What you will do:
The reply should contain all the data below, repeated exactly, and none of the images.

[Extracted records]
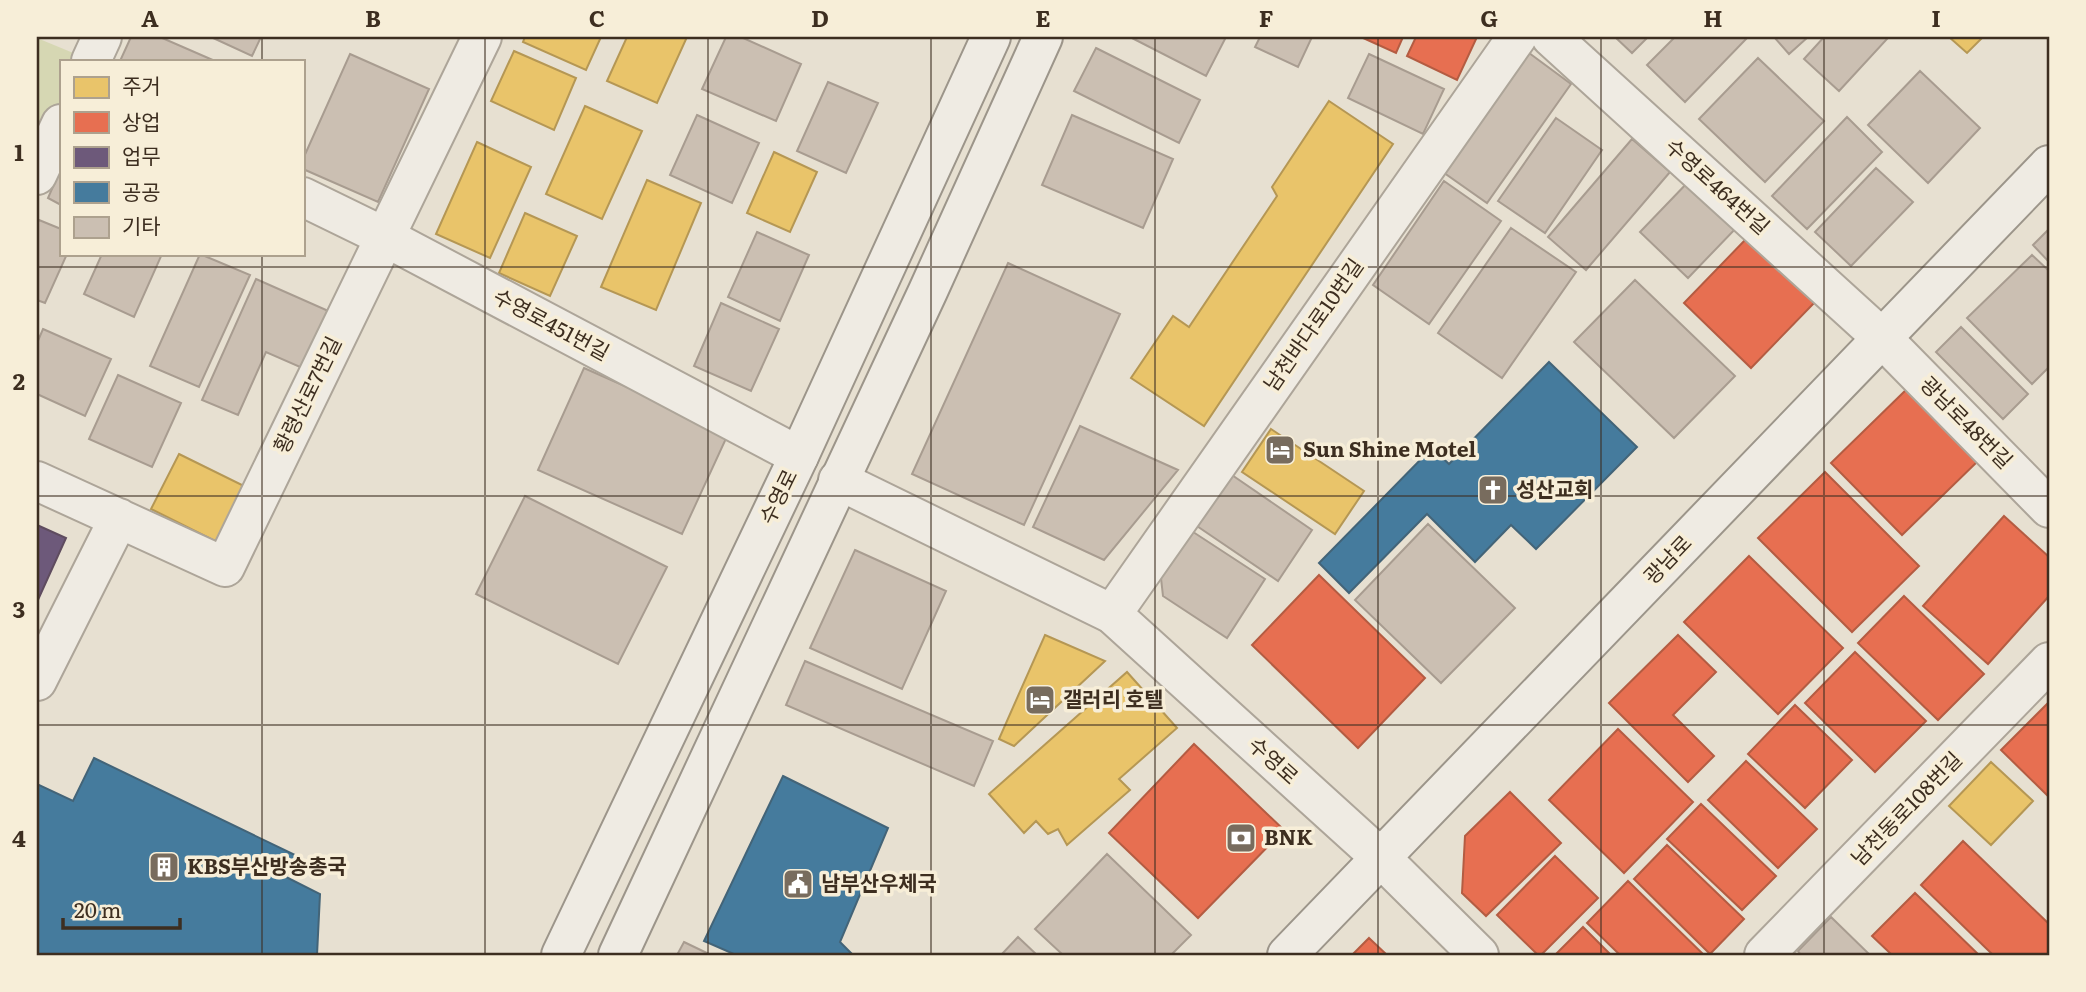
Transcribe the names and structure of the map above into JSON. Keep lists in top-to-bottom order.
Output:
{
  "streets": {
    "street": [
      "수영로464번길",
      "수영로451번길",
      "남천바다로10번길",
      "황령산로7번길",
      "광남로48번길",
      "수영로",
      "광남로",
      "남천동로108번길"
    ]
  },
  "crossings": [
    ["수영로464번길", "광남로48번길"],
    ["수영로464번길", "광남로"],
    ["수영로451번길", "황령산로7번길"],
    ["수영로451번길", "수영로"],
    ["남천바다로10번길", "수영로"],
    ["광남로48번길", "광남로"],
    ["수영로", "광남로"]
  ],
  "places": {
    "hotel": ["Sun Shine Motel", "갤러리 호텔"],
    "church": ["성산교회"],
    "bank": ["BNK"],
    "building": ["KBS부산방송총국"],
    "public building": ["남부산우체국"]
  },
  "legend": [
    "주거",
    "상업",
    "업무",
    "공공",
    "기타"
  ],
  "scale_bar": "20 m",
  "grid": {
    "columns": [
      "A",
      "B",
      "C",
      "D",
      "E",
      "F",
      "G",
      "H",
      "I"
    ],
    "rows": [
      "1",
      "2",
      "3",
      "4"
    ]
  }
}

Exercise response:
Transcribe the names and structure of the map above into JSON. Keep lists in top-to-bottom order.
Output:
{
  "streets": {
    "street": [
      "수영로464번길",
      "수영로451번길",
      "남천바다로10번길",
      "황령산로7번길",
      "광남로48번길",
      "수영로",
      "광남로",
      "남천동로108번길"
    ]
  },
  "crossings": [
    ["수영로464번길", "광남로48번길"],
    ["수영로464번길", "광남로"],
    ["수영로451번길", "황령산로7번길"],
    ["수영로451번길", "수영로"],
    ["남천바다로10번길", "수영로"],
    ["광남로48번길", "광남로"],
    ["수영로", "광남로"]
  ],
  "places": {
    "hotel": ["Sun Shine Motel", "갤러리 호텔"],
    "church": ["성산교회"],
    "bank": ["BNK"],
    "building": ["KBS부산방송총국"],
    "public building": ["남부산우체국"]
  },
  "legend": [
    "주거",
    "상업",
    "업무",
    "공공",
    "기타"
  ],
  "scale_bar": "20 m",
  "grid": {
    "columns": [
      "A",
      "B",
      "C",
      "D",
      "E",
      "F",
      "G",
      "H",
      "I"
    ],
    "rows": [
      "1",
      "2",
      "3",
      "4"
    ]
  }
}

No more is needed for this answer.